CI in Terraform (tools used)
・github
・Jenkins
・Terraform
・tfenv
CI (flow) in Terraform
1. PR is generated
2. Plan -> apply -> destroy pr_test environment in Jenkins
3. If 2 passes, plan -> apply to sandbox environment
4. If everything passes, merge
What's nice about CI in Terraform
・You can see whether the apply was successful or failed on github.
・Since the environment configuration is dev/prod, you can confirm in advance that the apply can be performed safely.
・Using tfenv, you can check when updating the version of terraform itself. easy to do
CD in Terraform
・If CI passes, I want to automatically deploy it to dev etc.

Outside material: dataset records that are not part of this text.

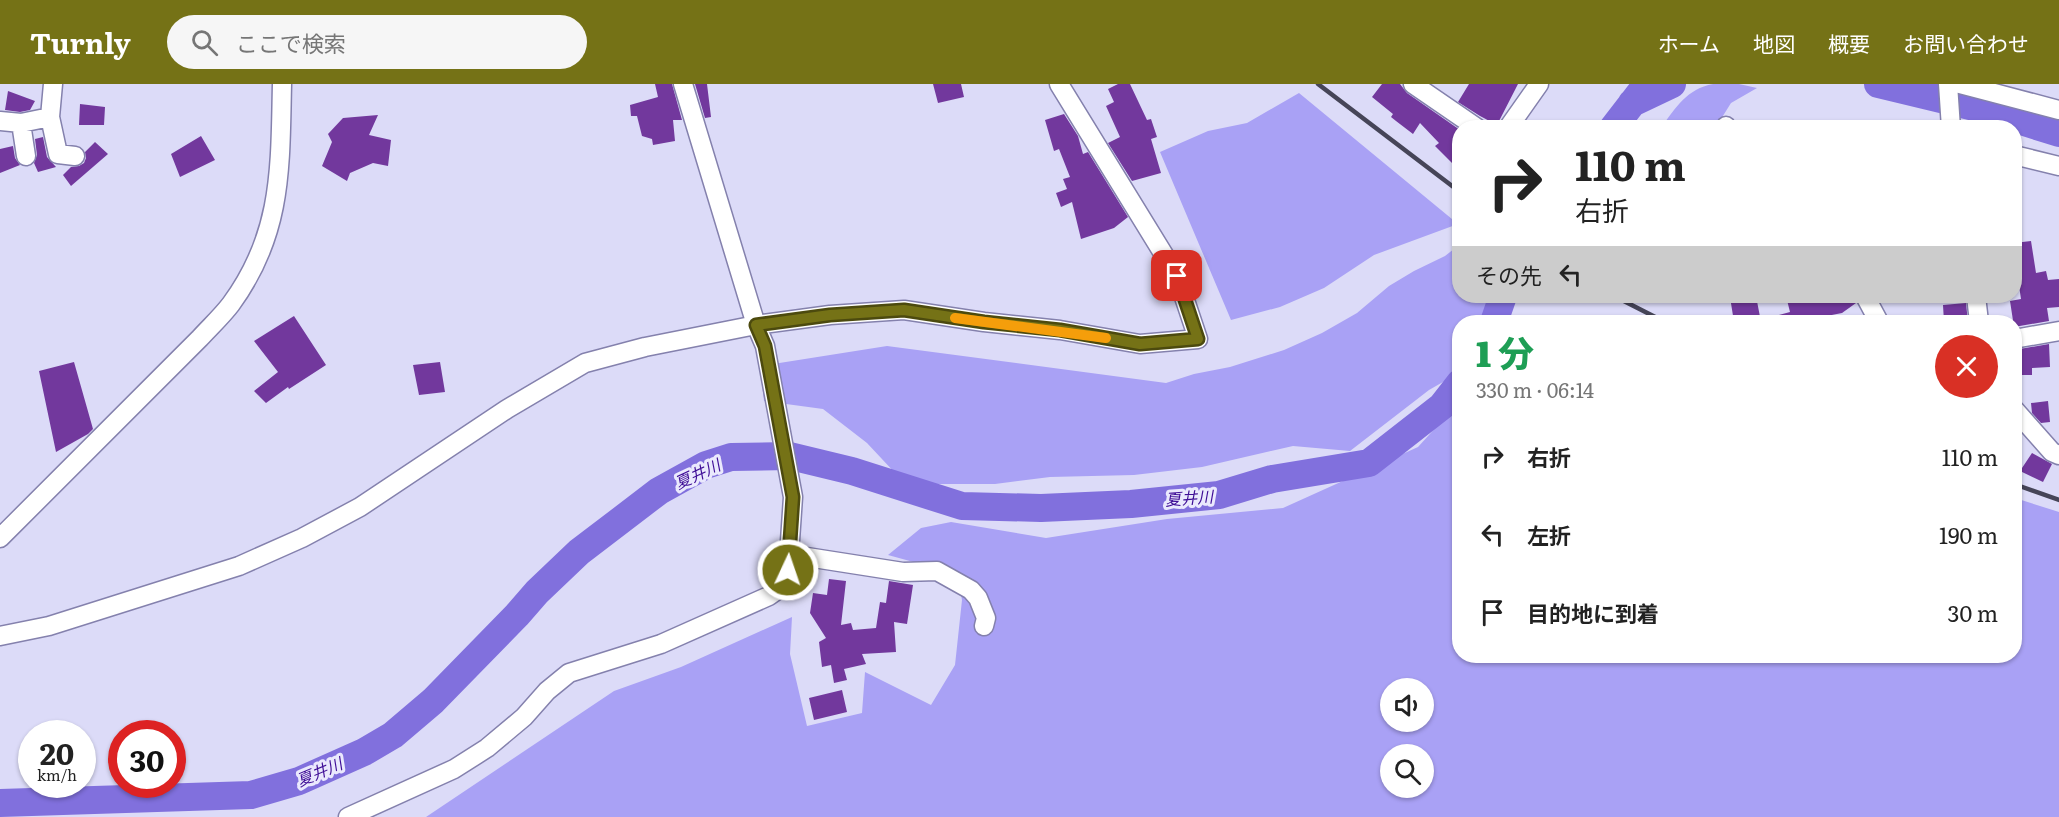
<!DOCTYPE html>
<html lang="ja">
<head>
<meta charset="utf-8">
<style>
  :root { --surface:#fff; --page:#f6f6f6; --text:#222; --muted:#767676; --accent:#757216 }
  body { margin:0; font-family:Literata,"Noto Sans JP",serif; background:var(--page); color:var(--text); height:100vh; display:flex; flex-direction:column; font-size:22px; white-space:nowrap }
  * { box-sizing:border-box; margin:0 }
  p { font-size:20px; color:var(--muted) }
  .icon { flex:none; width:33px; height:33px; fill:none; stroke:currentColor; stroke-width:2; stroke-linecap:round; stroke-linejoin:round }
  .map { position:relative; flex:1; overflow:hidden }
  .drawer { position:absolute; left:1452px; top:231px; width:570px; height:348px; display:flex; flex-direction:column; background:var(--surface); border-radius:24px; box-shadow:0 2px 4px #0004 }
  .drawer>* { flex:none }
  .hud { position:absolute; left:1452px; top:36px; width:570px; height:183px; border-radius:24px; box-shadow:0 2px 4px #0004; background:#fff; color:var(--text); overflow:hidden }
  .fabs { position:absolute; left:1380px; top:594px; display:grid; gap:12px }
  .fabs a { display:grid; place-items:center; width:54px; height:54px; border-radius:50%; background:var(--surface); box-shadow:0 2px 4px #0004; font-size:30px }
  .speed { position:absolute; left:18px; top:636px; display:flex; gap:12px; font-size:30px; font-weight:700; text-align:center }
  .speed>* { display:grid; place-content:center; width:78px; height:78px; border-radius:50%; background:var(--surface); box-shadow:0 2px 4px #0004; line-height:1 }
  .speed small { font-size:15px; font-weight:400 }
  .speed .limit { border:9px solid #d22; background:#fff; color:#111 }
  .pin { position:absolute; display:grid; place-items:center; width:51px; height:51px; color:#fff; margin:-26px; border-radius:12px; box-shadow:0 3px 9px #0006 }
  .me { position:absolute; width:66px; margin:-33px; rotate:3deg; stroke-linejoin:round; filter:drop-shadow(0 0 4px #0008) }
  .turn { display:flex; align-items:center; gap:21px; height:126px; padding:0 24px; font-size:27px }
  .turn .icon { width:78px; height:78px; stroke-width:2.5 }
  .turn b { display:block; font-size:42px; line-height:51px }
  .then { display:flex; align-items:center; height:57px; padding:0 24px; background:#0003; gap:12px; font-size:22px }
  .round { display:grid; place-items:center; flex:none; width:63px; height:63px; border-radius:32px; background:var(--page) }
  .summary { display:flex; align-items:center; justify-content:space-between; height:102px; padding:0 24px }
  h1 { font-size:36px; font-weight:800; line-height:45px; color:#1e9e55 }
  ul { padding:0; list-style:none }
  li { display:flex; align-items:center; gap:18px; height:78px; padding:0 24px }
  li div { flex:1 }
  li b { display:block; font-size:22px }
  li em { font-style:normal }
  header { display:flex; align-items:center; gap:36px; box-sizing:border-box; height:84px; padding:0 30px; background:var(--accent); color:#fff }
  header strong { font-size:28px }
  nav { display:flex; gap:33px; margin-inline-start:auto; font-size:21px }
  .search { width:420px; height:54px; background:var(--page); display:flex; align-items:center; gap:15px; box-sizing:border-box; padding:0 21px; border-radius:33px; color:var(--muted); font-size:22px }
  .map>svg:first-child { display:block }
  .green { fill:#a9a1f5; fill-rule:evenodd }
  .lines { fill:none; stroke-linecap:round; stroke-linejoin:round }
  .river { stroke:#8170dd; stroke-width:28 }
  .building { fill:#72389d }
  .minor-casing { stroke:#8481ad; stroke-width:21 }
  .minor { stroke:#fff; stroke-width:18 }
  .rail { stroke:#464558; stroke-width:4.5 }
  .route-casing { stroke:#4c4a0e; stroke-width:15 }
  .route { stroke:#757216; stroke-width:10 }
  .slow { stroke:#f59e0b; stroke-width:10 }
  .labels { text-anchor:middle; dominant-baseline:central; stroke-width:6; stroke-linejoin:round; paint-order:stroke }
  .water-label { font-size:16px; font-style:italic; fill:#3e0d96; stroke:#eae9fd }
</style>
</head>
<body>
<header>
<strong>Turnly</strong>
<div class="search"><svg class="icon" aria-label="search" viewBox="0 0 24 24"><circle cx="10" cy="10" r="6"/><path d="M15 15l6 6"/></svg>ここで検索</div>
<nav><a>ホーム</a><a>地図</a><a>概要</a><a>お問い合わせ</a></nav>
</header>
<div class="map">
<svg width="2059" height="733" viewBox="0 0 2059 733">
  <rect width="100%" height="100%" fill="#dcdbf8"/>
  <!-- green -->
  <path class="green" d="M1713 0H1739L1757 4 1731 19 1716 43 1661 44C1676 23 1687 5 1713 0Z
    M1299 9 1458 140 1374 171 1324 204 1280 223 1231 236 1160 68 1208 47 1247 39Z
    M1459 161 1460 212H1492L1486 238H1460V287L1457 290 1429 306 1350 367 1293 362 1202 383 1134 391 1050 393 995 400H913L896 390 867 359 823 325 764 317 760 282 887 262 1166 299 1194 290 1230 283 1284 266 1322 249 1357 229 1389 202 1414 187 1445 172Z
    M1459 318 1460 572H2014L2015 414 2059 428V733H426L614 607 681 583 792 533 790 570 807 642 862 629 865 588 931 621 955 581 962 516 957 490 888 471 921 444 951 438 1046 454 1167 435 1283 424 1418 363ZM1390 604H1424V638H1390ZM1390 670H1424V704H1390Z"/>
  <g class="lines">
    <!-- river -->
    <path class="river" d="M1878 0 1986 26 2059 49
      M1632 19 1672 0
      M1613 44 1647 0
      M1494 238 1503 212
      M0 719 251 711 299 697 364 668 393 651 433 617 517 531 537 508 579 468 659 407 706 381 731 373 790 372 852 387 962 422 1041 424 1131 420 1219 411 1272 395 1369 379 1442 322 1460 299"/>
  </g>
  <!-- building -->
  <path class="building" d="M655 0H672L682 36H673L675 57 653 61 652 55 642 52 637 32H631L630 21 658 13Z
    M695 0H707L711 33 705 34Z
    M933 0H961L964 13 938 19Z
    M1118 0H1130L1147 36 1151 35 1157 53 1151 55 1161 89 1132 97 1108 59 1120 53 1106 22 1114 18 1108 5Z
    M1382 0H1400L1407 9 1460 46V87L1435 62 1439 59 1420 39 1413 50 1396 37 1391 33 1393 30 1372 13Z
    M1469 0H1518L1497 41 1480 32 1458 18Z
    M8 7 35 17 30 26 20 28 5 26Z
    M80 20 105 23 104 41H79Z
    M1064 30 1078 52 1083 70 1088 68 1128 133 1114 144 1081 155 1072 118 1061 123 1056 109 1067 105 1063 95 1070 93 1059 65 1054 67 1045 36Z
    M378 31 369 51 391 56 388 82 373 79 350 89 347 97 322 82 332 58 328 50 343 34Z
    M201 52 215 76 180 93 171 70Z
    M43 53 47 73 56 83 38 88 34 79 37 71 35 55Z
    M95 58 108 70 71 102 63 91 71 83 79 82 84 79 86 74 85 68Z
    M13 62 15 74 20 81 0 89V65Z
    M2031 157 2036 189 2046 187 2048 196 2059 195V223L2047 224 2049 237 2014 243 2010 217 2021 215 2017 188 2014 189V159Z
    M1743 212H1756L1761 238H1734L1730 213Z
    M1786 212H1854L1856 219 1842 229 1796 238H1766L1765 235 1790 228Z
    M1966 219 1968 238H1944L1943 221Z
    M294 232 326 281 289 305 288 303 266 319 254 307 278 288 254 257Z
    M2049 260 2050 283 2032 284V291H2014V266Z
    M74 278 93 345 88 350 56 368 39 287Z
    M440 278 445 308 419 311 413 281Z
    M2048 317 2050 338 2041 339 2032 329 2031 319Z
    M2032 369 2052 380 2043 398 2020 387Z
    M829 495 846 497 841 541 851 539 853 546 876 544 880 518 886 519 889 497 913 501 907 540 894 538 896 568 862 570 866 580 844 585 847 596 834 599 831 581 822 583 819 558 826 554 810 529 813 509 827 511Z
    M842 606 847 628 814 636 809 614Z"/>
  <g class="lines">
    <!-- minor casing -->
    <g class="minor-casing">
      <path id="minor" d="M1413 0 1477 44
        M1948 0 1951 44
        M1960 0 2059 26
        M50 33 53 0
        M0 37 21 39
        M1726 42V44
        M1508 44 1539 0
        M2014 71 2059 82
        M26 72 21 39 50 33 58 70 75 72
        M1865 212 1879 238
        M1976 212 1979 238
        M2014 255 2059 247
        M2014 325 2052 368 2059 371
        M0 454 200 254C210 243 222 232 231 220 283 149 280 83 282 0
        M788 470 903 488 937 487 971 506 978 514 986 534 984 542
        M0 552 49 542 239 482 302 454 360 423 507 325 585 279 645 263 756 241 830 231 904 226 984 238 1060 246 1140 260 1198 255 1177 192 1059 0
        M348 733 454 685 487 664 524 633 547 607 569 589 661 560 769 512 779 505 788 486 793 413 765 262 756 241 683 0"/>
    </g>
    <!-- minor -->
    <use href="#minor" class="minor"/>
    <!-- rail -->
    <path class="rail" d="M1318 0 1460 108
      M1614 212 1665 238
      M2014 400 2059 416"/>
  </g>
  <g class="lines">
    <!-- route casing -->
    <g class="route-casing">
      <path id="route" d="M788 486 793 413 765 262 756 241 830 231 904 226 984 238 1060 246 1140 260 1198 255 1177 192"/>
    </g>
    <!-- route -->
    <use href="#route" class="route"/>
    <!-- slow -->
    <path class="slow" d="M955 234 1106 254"/>
  </g>
  <g class="labels">
    <!-- water labels -->
    <g class="water-label">
      <text transform="translate(697 389) rotate(-25)">夏井川</text>
      <text transform="translate(1189 413) rotate(-4)">夏井川</text>
      <text transform="translate(319 687) rotate(-23)">夏井川</text>
    </g>
  </g>
</svg>
<div class="fabs">
<a><svg class="icon" aria-label="sound" viewBox="0 0 24 24"><path d="M4 9h4l5-4v14l-5-4H4zM17 9q2 3 0 6"/></svg></a>
<a><svg class="icon" aria-label="search" viewBox="0 0 24 24"><circle cx="10" cy="10" r="6"/><path d="M15 15l6 6"/></svg></a>
</div>
<div class="speed"><div>20<small>km/h</small></div><div class="limit">30</div></div>
<div class="pin" style="left:1177px;top:192px;background:#d93025"><svg class="icon" aria-label="arrive" viewBox="0 0 24 24"><path d="M6 21V4h12l-3 4 3 4H6"/></svg></div>
<svg class="me" style="left:788px;top:486px" viewBox="-20 -20 40 40"><circle r="17" fill="#757216" stroke="#fff" stroke-width="3"/><path d="M0-11L8 9 0 5-8 9z" fill="#fff"/></svg>
<div class="hud">
<div class="turn"><svg class="icon" aria-label="right" viewBox="0 0 24 24"><path d="M7 20v-9h11M14 6l5 5-5 5"/></svg><div><b>110 m</b>右折</div></div>
<div class="then">その先<svg class="icon" aria-label="left" viewBox="0 0 24 24"><path d="M17 20v-9H6M10 6l-5 5 5 5"/></svg></div>
</div>
<section class="drawer">
<div class="summary"><div><h1>1 分</h1><p>330 m · 06:14</p></div><a class="round" style="background:#d93025;color:#fff"><svg class="icon" aria-label="close" viewBox="0 0 24 24"><path d="M6 6l12 12M18 6L6 18"/></svg></a></div>
<ul>
<li><svg class="icon" aria-label="right" viewBox="0 0 24 24"><path d="M7 20v-9h11M14 6l5 5-5 5"/></svg><div><b>右折</b></div><em>110 m</em></li>
<li><svg class="icon" aria-label="left" viewBox="0 0 24 24"><path d="M17 20v-9H6M10 6l-5 5 5 5"/></svg><div><b>左折</b></div><em>190 m</em></li>
<li><svg class="icon" aria-label="arrive" viewBox="0 0 24 24"><path d="M6 21V4h12l-3 4 3 4H6"/></svg><div><b>目的地に到着</b></div><em>30 m</em></li>
</ul>
</section>
</div>
</body>
</html>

・I create a job in Jenkins so that it can be done safely
・No matter who does the work, it can be deployed without any problems
・Results are notified via Slack So you can easily check
Impressions
・Packer is convenient for creating AMI
・Since we also use Ansible, we would like to use Consul as a dynamic inventory
・It is convenient to switch versions of tfenv
・Even if the plan passes with terraform, an error may occur when applying it. I thought it would be a good idea to deploy to the pr_test environment.
- The CD is Uncle Jenkins after all. It is easier and more reliable to create a job than to execute a command directly.
. . . The above is mostly bullet points, but it is a summary.
We would like to actively use HashiCorp's tools to realize IaC at our company!